### TASK DATA
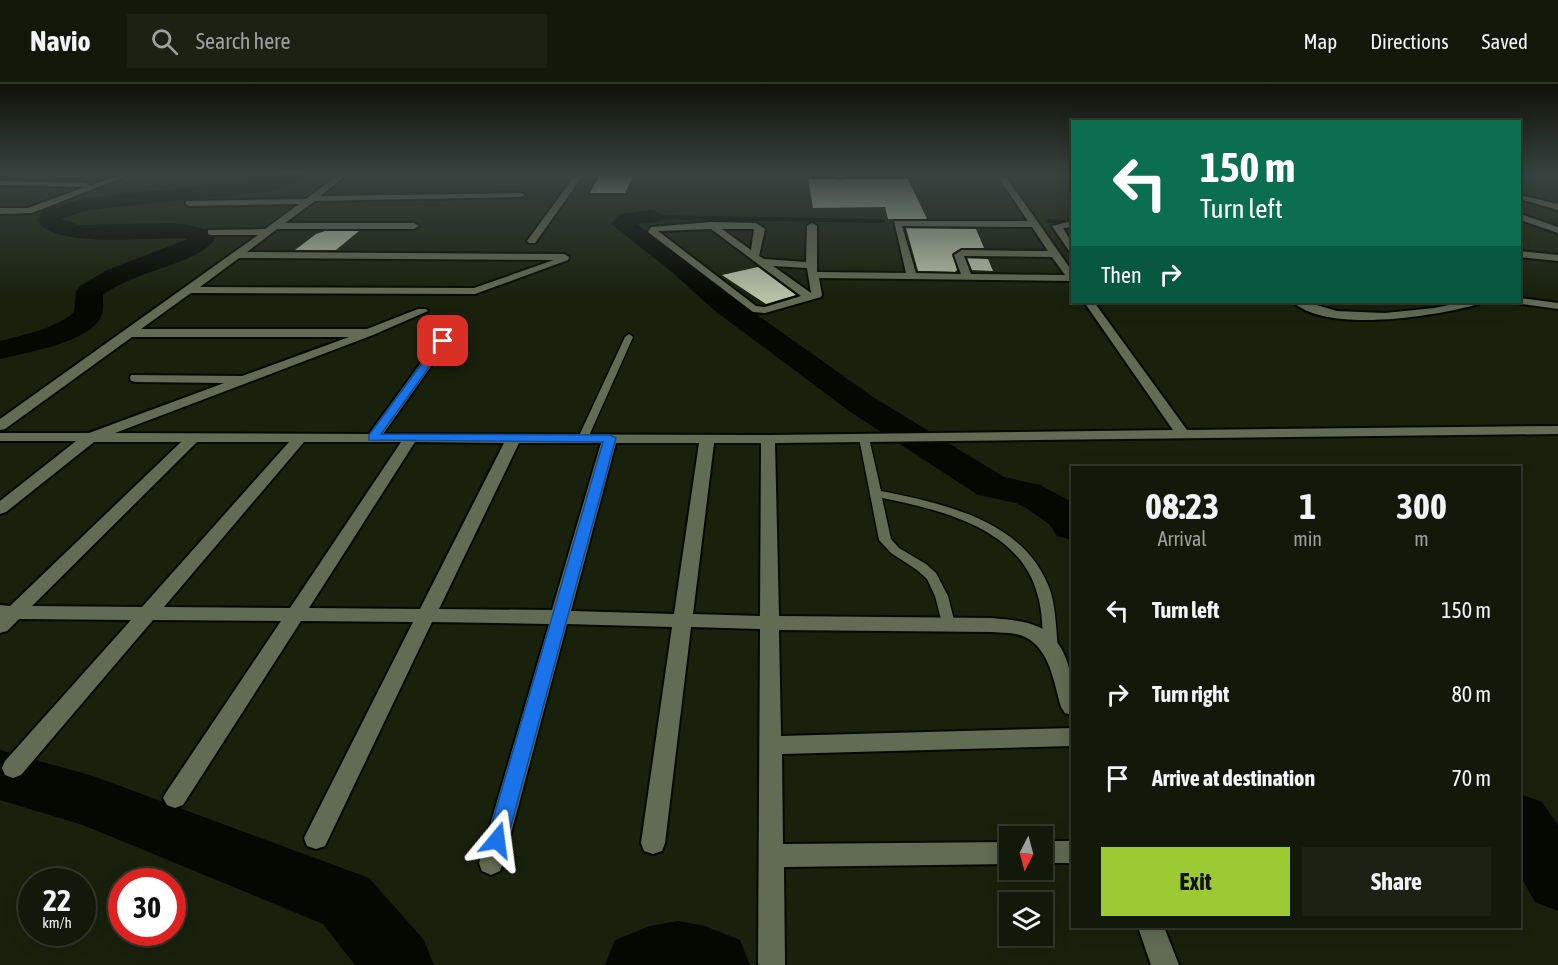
<!DOCTYPE html>
<style>
:root{--surface:#13190a;--page:#1c2213;--text:#f1f3f6;--muted:#9da09c;--line:#32382b;--accent:#9cca32}
body{margin:0;font-family:"Asap Condensed",sans-serif;background:var(--page);color:var(--text);height:100vh;display:flex;flex-direction:column;font-size:22px;white-space:nowrap}
*{box-sizing:border-box;margin:0}
p{font-size:20px;color:var(--muted)}
.icon{flex:none;width:33px;height:33px;fill:none;stroke:currentColor;stroke-width:2;stroke-linecap:round;stroke-linejoin:round}
.map{position:relative;flex:1;overflow:hidden}
.sheet{position:absolute;left:1071px;top:382px;width:450px;height:462px;display:flex;flex-direction:column;background:var(--surface);border-radius:0px;box-shadow:0 3px 15px #0003,0 0 0 2px var(--line)}
.sheet>*{flex:none}
.top-card{position:absolute;left:1071px;top:36px;width:450px;height:183px;border-radius:0px;box-shadow:0 3px 15px #0003,0 0 0 2px var(--line);background:#0b6e4f;color:#fff;overflow:hidden}
.needle{width:39px;rotate:186deg}
.controls{position:absolute;left:999px;top:742px;display:grid;gap:12px}
.controls a{display:grid;place-items:center;width:54px;height:54px;border-radius:0px;background:var(--surface);box-shadow:0 3px 15px #0003,0 0 0 2px var(--line);font-size:30px}
.speed{position:absolute;left:18px;top:784px;display:flex;gap:12px;font-size:30px;font-weight:700;text-align:center}
.speed>*{display:grid;place-content:center;width:78px;height:78px;border-radius:50%;background:var(--surface);box-shadow:0 3px 15px #0003,0 0 0 2px var(--line);line-height:1}
.speed small{font-size:15px;font-weight:400}
.speed .limit{border:9px solid #d22;background:#fff;color:#111}
.pin{position:absolute;display:grid;place-items:center;width:51px;height:51px;color:#fff;margin:-26px;border-radius:12px;box-shadow:0 3px 9px #0006}
.me{position:absolute;width:66px;margin:-33px;rotate:16deg;stroke-linejoin:round;filter:drop-shadow(0 0 4px #0008)}
.turn{display:flex;align-items:center;gap:21px;height:126px;padding:0 30px;font-size:27px}
.turn .icon{width:78px;height:78px;stroke-width:2.5}
.turn b{display:block;font-size:42px;line-height:51px}
.then{display:flex;align-items:center;height:57px;padding:0 30px;background:#0003;gap:12px;font-size:22px}
.eta{display:flex;justify-content:space-evenly;align-items:center;height:102px;text-align:center}
.eta b{font-size:36px;font-weight:700;line-height:42px}
.button{display:flex;gap:12px;margin-top:auto;padding:12px 30px}
.button a{flex:1;height:69px;border-radius:0px;background:var(--accent);color:#111;font-size:24px;font-weight:700;line-height:69px;text-align:center}
.button a+a{background:var(--page);color:var(--text)}
ul{padding:0;list-style:none}
li{display:flex;align-items:center;gap:18px;height:84px;padding:0 30px}
li div{flex:1}
li b{display:block;font-size:22px}
li em{font-style:normal}
header{display:flex;align-items:center;gap:36px;box-sizing:border-box;height:84px;padding:0 30px;background:var(--surface);border-bottom:2px solid var(--line)}
header strong{font-size:28px}
nav{display:flex;gap:33px;margin-inline-start:auto;font-size:21px}
.search{width:420px;height:54px;background:var(--page);display:flex;align-items:center;gap:15px;box-sizing:border-box;padding:0 21px;border-radius:0px;color:var(--muted);font-size:22px}
.map>svg:first-child{display:block}
.lines{fill:none;stroke-linecap:round;stroke-linejoin:round}
.stream{stroke:#030800;stroke-width:4}
.river{fill:#030800;fill-rule:evenodd}
.building{fill:#b6c0a7}
.service-casing{stroke:#050a00;stroke-width:3}
.minor-casing{stroke:#050a00;stroke-width:4}
.service{fill:#626b54;fill-rule:evenodd}
.minor{fill:#626b54;fill-rule:evenodd}
.route{fill:#1a73e8;stroke:#114b97;stroke-width:1.5}
</style>
<header>
<strong>Navio</strong>
<div class="search"><svg class="icon" aria-label="search" viewBox="0 0 24 24"><circle cx="10" cy="10" r="6"/><path d="M15 15l6 6"/></svg>Search here</div>
<nav><a>Map</a><a>Directions</a><a>Saved</a></nav>
</header>
<div class="map">
<svg width="1558" height="881" viewBox="0 0 1558 881">
<rect width="100%" height="100%" fill="#19210d"/>
<g class="lines">
<path class="stream" d="M 651,133 L 883,137
M 1048,137 L 1072,138"/>
<path class="river" d="M 279,90 L 305,90 L 302,94 L 271,107 L 88,126 L 61,135 L 79,141 L 170,139 L 189,141 L 212,147 L 216,152 C 210,172 156,185 137,193 C 125,198 114,203 103,211 C 103,217 104,225 102,230 C 94,258 24,269 0,275 L 0,257 C 26,250 53,246 74,228 L 76,208 L 80,202 L 107,186 L 188,155 C 154,152 57,166 37,137 L 42,126 L 85,114 L 267,95 Z
M 651,126 L 659,128 L 662,133 L 659,138 L 637,140 L 690,178 L 735,215 L 873,313 L 1004,393 L 1040,401 L 1072,418 L 1072,456 L 1057,452 L 1049,440 L 1026,424 L 1016,419 L 978,411 L 849,327 L 715,227 L 672,188 L 611,140 L 620,130 Z
M 0,666 L 93,692 L 369,794 L 424,856 L 434,881 L 355,881 L 323,840 L 83,741 L 0,716 Z
M 1520,710 L 1542,718 L 1558,741 L 1558,827 L 1535,818 L 1520,791 Z
M 678,837 L 705,842 L 740,856 L 750,881 L 605,881 L 615,856 L 650,842 Z"/>
</g>
<path class="building" d="M 600,90 L 634,90 L 625,109 L 590,109 Z
M 808,95 L 908,95 L 927,135 L 888,135 L 885,123 L 813,124 Z
M 906,144 L 976,145 L 984,164 L 962,164 L 953,169 L 957,186 L 955,188 L 918,187 Z
M 325,147 L 359,147 L 336,166 L 295,166 L 316,150 Z
M 967,174 L 988,175 L 993,187 L 972,186 Z
M 758,183 L 796,211 L 766,220 L 722,191 Z"/>
<g class="lines">
<g class="service-casing">
<path id="service" d="M 829,90 L 854,90 L 840,94 Z
M 629,250 L 633,253 L 588,354 L 587,356 L 579,356 L 578,354 L 625,253 Z
M 864,351 L 869,354 L 881,407 C 945,420 1028,437 1051,509 C 1056,527 1056,546 1058,564 L 1056,568 L 1051,569 L 1046,568 L 1044,564 C 1042,546 1043,527 1037,509 C 1019,444 941,426 882,414 L 891,455 L 899,464 L 926,480 L 936,489 L 948,512 L 955,540 L 953,543 L 943,543 L 935,512 L 927,495 L 917,486 L 891,469 L 879,456 L 859,354 Z"/>
</g>
<g class="minor-casing">
<path id="minor" d="M 121,90 L 132,90 L 32,129 L 0,130 L 0,124 L 28,124 L 85,103 L 0,101 L 0,97 L 86,99 L 90,102 Z
M 339,90 L 348,90 L 320,112 L 521,109 L 525,111 L 521,113 L 315,117 L 285,139 L 414,139 L 419,142 L 414,145 L 277,145 L 247,168 L 564,170 L 569,173 L 568,176 L 475,210 L 191,209 L 141,245 L 367,245 L 418,225 L 426,225 L 428,227 L 373,251 L 115,349 L 369,350 L 439,254 L 443,253 L 449,257 L 383,350 L 768,351 L 1173,346 L 1084,218 L 1094,218 L 1187,346 L 1558,342 L 1558,350 L 775,359 L 779,532 L 992,534 C 1008,536 1024,536 1039,543 C 1070,558 1075,601 1072,631 L 1065,629 L 1061,623 C 1054,599 1050,565 1025,553 C 1015,548 1003,549 992,548 L 779,546 L 781,652 L 1072,644 L 1072,662 L 782,670 L 783,760 L 1010,758 L 1010,780 L 784,783 L 785,881 L 759,881 L 758,879 L 760,545 L 691,543 L 665,759 L 662,767 L 653,770 L 644,767 L 641,759 L 672,543 L 567,540 L 503,779 L 500,787 L 491,791 L 482,787 L 479,779 L 549,540 L 432,538 L 325,762 L 316,765 L 307,762 L 304,754 L 413,538 L 301,537 L 183,721 L 175,724 L 167,721 L 163,714 L 167,707 L 281,537 L 153,536 L 21,691 L 13,694 L 5,691 L 2,684 L 5,677 L 131,536 L 19,535 L 7,547 L 0,549 L 0,521 L 10,522 L 181,358 L 94,358 L 6,428 L 0,430 L 0,417 L 76,357 L 0,357 L 0,349 L 89,349 L 224,299 L 136,298 L 131,297 L 130,294 L 131,291 L 242,292 L 349,253 L 132,253 L 5,345 L 0,346 L 0,335 L 258,151 L 211,151 L 208,150 L 208,146 L 265,145 L 299,120 L 189,122 L 186,121 L 186,117 L 306,115 ZM 239,174 L 554,176 L 474,204 L 200,203 ZM 197,358 L 289,358 L 142,523 L 32,522 ZM 304,358 L 401,358 L 290,524 L 164,523 ZM 415,358 L 504,359 L 420,525 L 309,524 ZM 519,359 L 601,359 L 552,526 L 439,525 ZM 616,359 L 699,359 L 674,530 L 571,527 ZM 714,359 L 761,359 L 760,532 L 693,530 Z
M 576,90 L 584,90 L 535,159 L 529,159 L 527,157 Z
M 996,90 L 1004,90 L 1072,187 L 1072,197 L 819,194 L 822,211 L 821,213 L 765,229 L 753,228 L 648,148 L 651,143 L 711,138 L 756,139 L 765,145 L 759,172 L 764,175 L 806,178 L 807,142 L 812,139 L 817,142 L 817,188 L 906,189 L 894,137 L 1028,137 ZM 902,142 L 1032,143 L 1048,167 L 962,166 L 954,171 L 961,190 L 916,189 ZM 711,145 L 801,212 L 765,223 L 756,222 L 658,147 ZM 722,145 L 754,145 L 751,166 ZM 964,172 L 1052,173 L 1065,191 L 971,190 ZM 773,182 L 807,184 L 811,209 Z
M 1520,111 L 1558,120 L 1558,126 L 1520,115 Z
M 1520,130 L 1558,143 L 1558,149 L 1520,136 Z
M 1072,137 L 1072,143 L 1063,144 L 1072,159 L 1072,168 L 1069,167 L 1052,142 Z
M 1520,167 L 1558,171 L 1558,177 L 1520,173 Z
M 1520,214 L 1558,219 L 1558,225 L 1516,219 L 1515,218 L 1520,218 Z
M 1293,218 L 1306,218 L 1337,227 L 1385,229 L 1434,224 L 1464,218 L 1480,218 L 1479,220 C 1437,232 1327,250 1293,218 Z
M 1042,757 L 1072,757 L 1072,779 L 1042,779 Z
M 1138,843 L 1164,843 L 1179,881 L 1151,881 Z"/>
</g>
<use href="#service" class="service"/>
<use href="#minor" class="minor"/>
</g>
<linearGradient id="sky" x2="0" y2="1"><stop stop-color="#0e1207"/><stop offset="0.42" stop-color="#384340"/><stop offset="1" stop-color="#384340" stop-opacity="0"/></linearGradient>
<rect width="1558" height="213" fill="url(#sky)"/>
<path class="route" d="M 443,254 L 448,257 L 381,350 L 610,351 L 616,354 L 507,756 L 504,763 L 497,766 L 490,763 L 487,756 L 603,358 L 369,356 L 369,351 L 440,255 Z"/>
</svg>
<div class="controls">
<a><svg class="needle" viewBox="-14 -14 28 28"><path d="M0-13l5 13h-10z" fill="#e53935"/><path d="M0 13l5-13h-10z" fill="#9da09c"/></svg></a>
<a><svg class="icon" aria-label="layers" viewBox="0 0 24 24"><path d="M12 4l9 5-9 5-9-5zM3 14l9 5 9-5"/></svg></a>
</div>
<div class="speed"><div>22<small>km/h</small></div><div class="limit">30</div></div>
<div class="pin" style="left:443px;top:257px;background:#d93025"><svg class="icon" aria-label="arrive" viewBox="0 0 24 24"><path d="M6 21V4h12l-3 4 3 4H6"/></svg></div>
<svg class="me" style="left:497px;top:756px" viewBox="-20 -20 40 40"><path d="M0-17L14 15 0 8-14 15z" fill="#1a73e8" stroke="#fff" stroke-width="4"/></svg>
<div class="top-card">
<div class="turn"><svg class="icon" aria-label="left" viewBox="0 0 24 24"><path d="M17 20v-9H6M10 6l-5 5 5 5"/></svg><div><b>150 m</b>Turn left</div></div>
<div class="then">Then<svg class="icon" aria-label="right" viewBox="0 0 24 24"><path d="M7 20v-9h11M14 6l5 5-5 5"/></svg></div>
</div>
<section class="sheet">
<div class="eta">
<div><b>08:23</b><p>Arrival</p></div>
<div><b>1</b><p>min</p></div>
<div><b>300</b><p>m</p></div>
</div>
<ul>
<li><svg class="icon" aria-label="left" viewBox="0 0 24 24"><path d="M17 20v-9H6M10 6l-5 5 5 5"/></svg><div><b>Turn left</b></div><em>150 m</em></li>
<li><svg class="icon" aria-label="right" viewBox="0 0 24 24"><path d="M7 20v-9h11M14 6l5 5-5 5"/></svg><div><b>Turn right</b></div><em>80 m</em></li>
<li><svg class="icon" aria-label="arrive" viewBox="0 0 24 24"><path d="M6 21V4h12l-3 4 3 4H6"/></svg><div><b>Arrive at destination</b></div><em>70 m</em></li>
</ul>
<div class="button"><a>Exit</a><a>Share</a></div>
</section>
</div>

### REQUIRED ACTION
From the records above, give again exactly the lines running from the line with "M 1520,214 L" to the line with "M 1138,843 L", inclusive.

### ANSWER SECTION
M 1520,214 L 1558,219 L 1558,225 L 1516,219 L 1515,218 L 1520,218 Z
M 1293,218 L 1306,218 L 1337,227 L 1385,229 L 1434,224 L 1464,218 L 1480,218 L 1479,220 C 1437,232 1327,250 1293,218 Z
M 1042,757 L 1072,757 L 1072,779 L 1042,779 Z
M 1138,843 L 1164,843 L 1179,881 L 1151,881 Z"/>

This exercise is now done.